# My new(old) lathe



## tarawa (May 8, 2013)

I was working in Miami and noticed on CL that there was a lathe for sale close to where I was staying.  I was looking for a shorter and heavier lathe than my 13" x 48" 1940's vintage Sheldon.  Since the title of the CL ad said "Torno de Metal" $1500, I figured that I would have to wing it on communicating with the seller.  Luckily for me he spoke some broken Emnglish and we struck a deal.  I had to leave it in his shop for a month and during that time, he moved to a different shop, taking my lathe with him.  He set me up with a mover and I finally got the lathe home.
It is a 1960's vintage Colchester Triumph.  15" x 30".  the motor was wired incorrectly for 220V 3 phase.  Much of the electrical interlocks were not hooked up and it was missing the half nut.  All in all, not bad for $1500 (plus $300 delivery).
I had a friend wire the motor correctly and my son and I got all the other electrical components wired, including the addition of a safety shut off switch.
My next project was to locate a half nut, which was 1 1/4" 4TPI acme thread.

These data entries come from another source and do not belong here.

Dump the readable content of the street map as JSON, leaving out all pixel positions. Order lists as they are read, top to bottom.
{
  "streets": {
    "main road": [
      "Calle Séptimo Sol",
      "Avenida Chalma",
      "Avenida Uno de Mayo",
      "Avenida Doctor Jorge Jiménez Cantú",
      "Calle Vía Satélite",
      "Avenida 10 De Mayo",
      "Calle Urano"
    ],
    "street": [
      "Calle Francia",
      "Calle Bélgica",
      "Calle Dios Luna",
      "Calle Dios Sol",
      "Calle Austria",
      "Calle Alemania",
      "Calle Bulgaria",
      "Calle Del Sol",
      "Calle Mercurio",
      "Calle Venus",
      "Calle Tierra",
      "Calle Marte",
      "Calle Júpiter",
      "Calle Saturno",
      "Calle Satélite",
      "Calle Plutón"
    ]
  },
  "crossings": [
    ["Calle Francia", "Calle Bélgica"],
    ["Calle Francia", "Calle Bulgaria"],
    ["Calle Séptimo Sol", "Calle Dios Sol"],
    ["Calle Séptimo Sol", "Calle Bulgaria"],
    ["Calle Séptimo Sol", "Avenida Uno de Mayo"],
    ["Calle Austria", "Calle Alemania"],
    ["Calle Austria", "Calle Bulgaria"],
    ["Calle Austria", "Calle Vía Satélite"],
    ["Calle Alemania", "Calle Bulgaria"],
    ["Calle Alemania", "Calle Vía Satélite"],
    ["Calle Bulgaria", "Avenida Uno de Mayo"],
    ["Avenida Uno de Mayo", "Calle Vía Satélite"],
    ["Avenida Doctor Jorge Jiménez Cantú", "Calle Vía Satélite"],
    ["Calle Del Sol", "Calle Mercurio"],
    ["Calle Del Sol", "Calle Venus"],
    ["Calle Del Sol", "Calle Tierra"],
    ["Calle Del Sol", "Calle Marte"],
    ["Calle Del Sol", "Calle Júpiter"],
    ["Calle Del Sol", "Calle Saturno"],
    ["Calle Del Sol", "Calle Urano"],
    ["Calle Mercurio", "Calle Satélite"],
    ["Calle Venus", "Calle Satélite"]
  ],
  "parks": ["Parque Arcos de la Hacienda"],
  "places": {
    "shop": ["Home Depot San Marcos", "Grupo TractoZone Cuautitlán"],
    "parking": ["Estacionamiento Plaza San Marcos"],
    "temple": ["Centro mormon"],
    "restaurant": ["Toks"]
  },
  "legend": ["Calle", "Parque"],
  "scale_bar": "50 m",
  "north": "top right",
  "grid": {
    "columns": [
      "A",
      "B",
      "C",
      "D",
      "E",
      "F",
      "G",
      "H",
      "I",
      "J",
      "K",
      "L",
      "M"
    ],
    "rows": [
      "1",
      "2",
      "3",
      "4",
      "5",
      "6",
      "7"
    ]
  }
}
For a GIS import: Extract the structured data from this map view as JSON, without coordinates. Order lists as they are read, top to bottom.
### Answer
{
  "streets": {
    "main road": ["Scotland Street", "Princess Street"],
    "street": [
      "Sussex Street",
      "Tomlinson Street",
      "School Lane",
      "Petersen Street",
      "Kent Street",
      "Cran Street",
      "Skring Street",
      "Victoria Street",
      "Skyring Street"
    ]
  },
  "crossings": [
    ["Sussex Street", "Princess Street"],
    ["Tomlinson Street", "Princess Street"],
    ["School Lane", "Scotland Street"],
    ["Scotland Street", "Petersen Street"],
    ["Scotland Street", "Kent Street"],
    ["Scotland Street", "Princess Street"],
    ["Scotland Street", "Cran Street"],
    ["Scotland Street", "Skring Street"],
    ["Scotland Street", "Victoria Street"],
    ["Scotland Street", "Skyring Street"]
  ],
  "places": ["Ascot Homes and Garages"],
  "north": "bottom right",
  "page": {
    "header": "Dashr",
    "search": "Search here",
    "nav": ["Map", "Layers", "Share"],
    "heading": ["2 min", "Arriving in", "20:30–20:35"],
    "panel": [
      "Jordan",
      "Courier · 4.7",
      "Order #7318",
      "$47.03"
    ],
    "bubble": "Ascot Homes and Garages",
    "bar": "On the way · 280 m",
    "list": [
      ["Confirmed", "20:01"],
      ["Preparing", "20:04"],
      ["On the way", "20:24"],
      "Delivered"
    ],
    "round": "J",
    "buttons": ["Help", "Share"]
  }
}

Finding a used one was not happening and a new one was half again the price I paid for the lathe.  I purchased a bronze acme sleeve nut and made my own.  I also purchased some other associated parts from a fellow in Canada. The lathe is now working great!
Below is my new lathe and also a picture of the halfnut that I made (still on  the bench).


----------



## PurpLev (May 8, 2013)

that is one gorgeous huge chunk-o-metal!


----------



## Old Iron (May 8, 2013)

Nice Lathe and it looks like you did a good job on the half nut.

Paul


----------



## dickr (May 8, 2013)

Those Colchesters are really nice machines and one of the niceties is the hand wheel is on the right side away from the chips flying off. You got a real prize. Hope you enjoy it !
dickr


----------



## tarawa (May 8, 2013)

Old Iron said:


> Nice Lathe and it looks like you did a good job on the half nut.
> 
> Paul



Only having a halfnut from a smaller lathe, I had to scale it up a bit.  Although the nut works flawlessly, the lever travels a bit more in the downward position than it would with a factory part.


----------



## ScubaSteve (May 8, 2013)

Wowee! Nice! Good taste in lathes.....even better taste in forum name! Welcome!


----------



## Chuck K (May 8, 2013)

Very nice!  Good job on the half-nut.


----------



## tarawa (May 8, 2013)

dickr said:


> Those Colchesters are really nice machines and one of the niceties is the hand wheel is on the right side away from the chips flying off. You got a real prize. Hope you enjoy it !
> dickr



I am just starting to really use my machines after all the years of collecting them.  It sure seems natural to have the half nut lever on the left and hand wheel on the right.  Not so on the American versions.


----------



## jmhoying (May 9, 2013)

That's a great looking machine!  I bet the tailstock is heavier than the first lathe that I owned!

Jack


----------